А правда такова. За расстрел польских офицеров, а их, кстати, было гораздо больше, чем признал Горбачев, — 20857 человек — единогласно проголосовали Сталин, Ворошилов, Молотов, Микоян, Каганович, Калинин, словом, вся партийная верхушка. Особенно настаивали на этом Ворошилов и Жданов. Единственным человеком из кремлевского руководства, выступившим совершенно открыто против этой подлости, стал отец. Свою позицию на заседании Политбюро он объяснил так:
— Война неизбежна. Польский офицерский корпус — потенциальный союзник в борьбе с Гитлером. Так или иначе мы войдем в Польшу, и конечно же польская армия должна оказаться в будущей войне на нашей стороне.

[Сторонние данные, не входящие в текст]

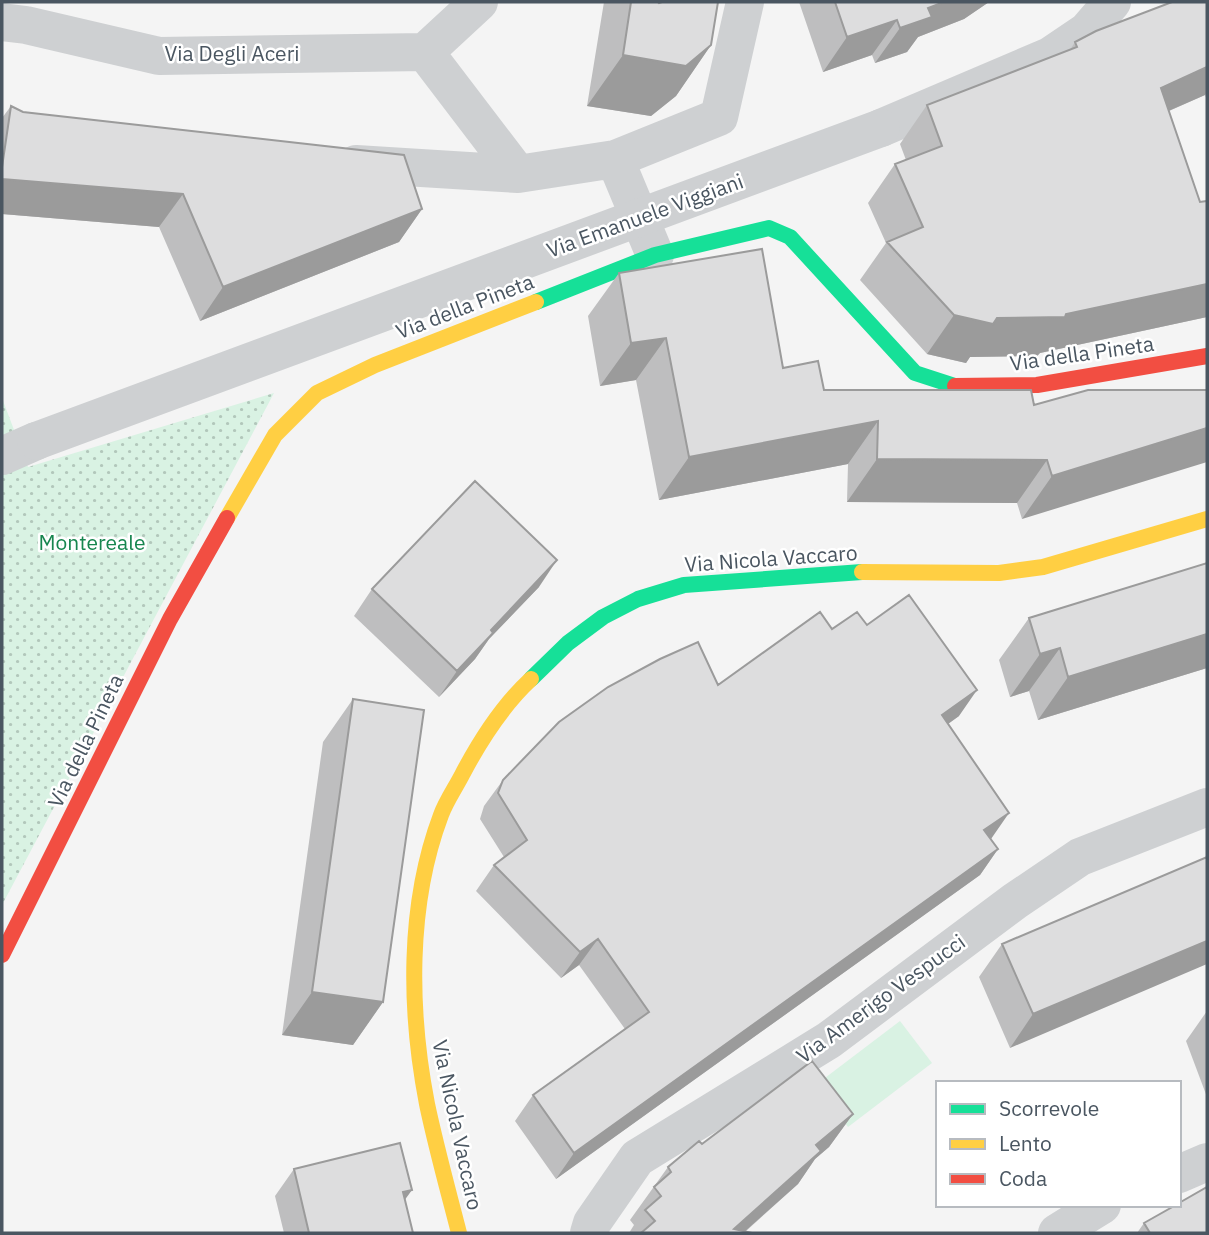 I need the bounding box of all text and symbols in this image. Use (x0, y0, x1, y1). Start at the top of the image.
street label: Via Degli Aceri (164, 39, 300, 67)
street label: Via Emanuele Viggiani (542, 166, 747, 264)
street label: Via della Pineta (392, 267, 538, 345)
street label: Via della Pineta (1008, 329, 1156, 377)
park label: Montereale (38, 528, 146, 556)
street label: Via Nicola Vaccaro (683, 538, 858, 578)
street label: Via della Pineta (41, 669, 130, 812)
street label: Via Amerigo Vespucci (790, 927, 971, 1069)
street label: Via Nicola Vaccaro (426, 1037, 490, 1212)
legend (936, 1081, 1181, 1207)
text: Scorrevole (999, 1094, 1099, 1122)
text: Lento (999, 1129, 1052, 1157)
text: Coda (999, 1164, 1047, 1192)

Реакцию партийной верхушки предположить нетрудно — отец за строптивость едва не лишился должности. Жданов прямо заявил: «Тогда я могу встать во главе органов!» Но и это не заставило отца подписать смертный приговор польским офицерам. Хотя, безусловно, всем было понятно, что особое мнение одного человека уже ничего изменить не может — поляки были обречены.

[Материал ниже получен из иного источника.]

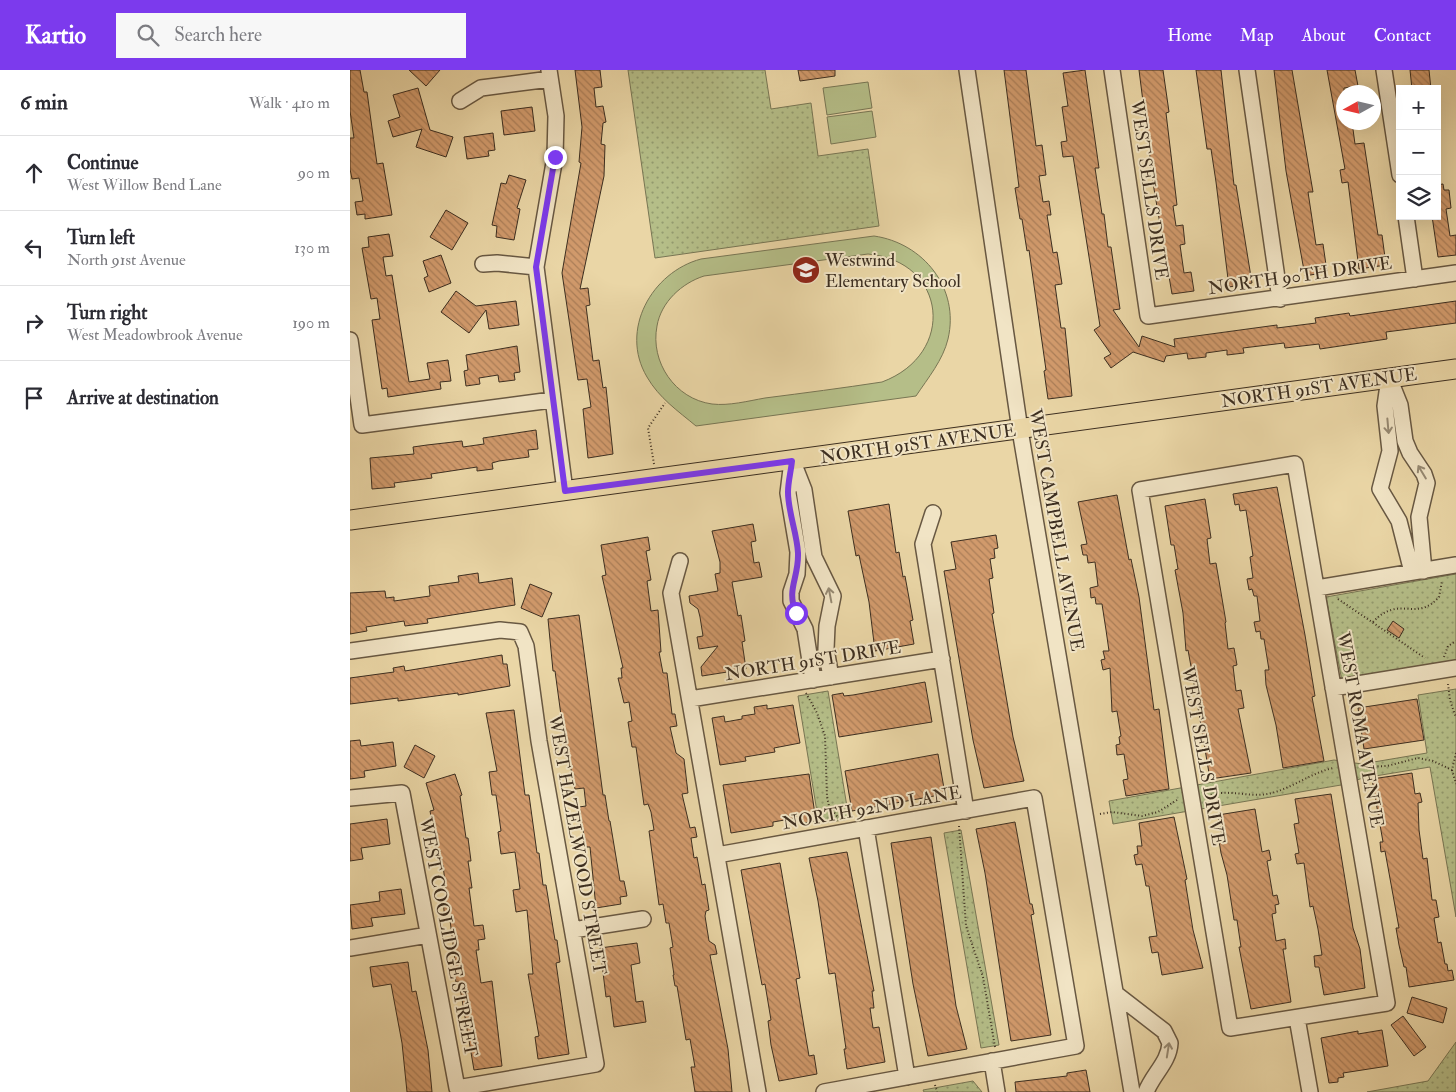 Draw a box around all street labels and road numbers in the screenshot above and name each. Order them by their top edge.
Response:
street label: WEST SELLS DRIVE [1125,98,1173,282]
street label: NORTH 90TH DRIVE [1207,252,1393,300]
street label: NORTH 91ST AVENUE [1220,363,1419,413]
street label: WEST CAMPBELL AVENUE [1023,406,1089,653]
street label: NORTH 91ST AVENUE [819,419,1018,469]
street label: WEST ROMA AVENUE [1331,629,1389,830]
street label: NORTH 91ST DRIVE [723,636,903,686]
street label: WEST SELLS DRIVE [1176,664,1230,847]
street label: WEST HAZELWOOD STREET [543,712,611,977]
street label: NORTH 92ND LANE [781,781,963,835]
street label: WEST COOLIDGE STREET [413,814,483,1059]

Отцу приказали в недельный срок передать пленных польских офицеров Красной Армии, а саму экзекуцию было поручено провести руководству Наркомата обороны Допускаю, что какие-то подразделения из состава конвойных частей все же привлекли, но расстреливала поляков, как это ни горько признать, Красная Армия. Это та правда, которую тщательно скрывают и по сей день…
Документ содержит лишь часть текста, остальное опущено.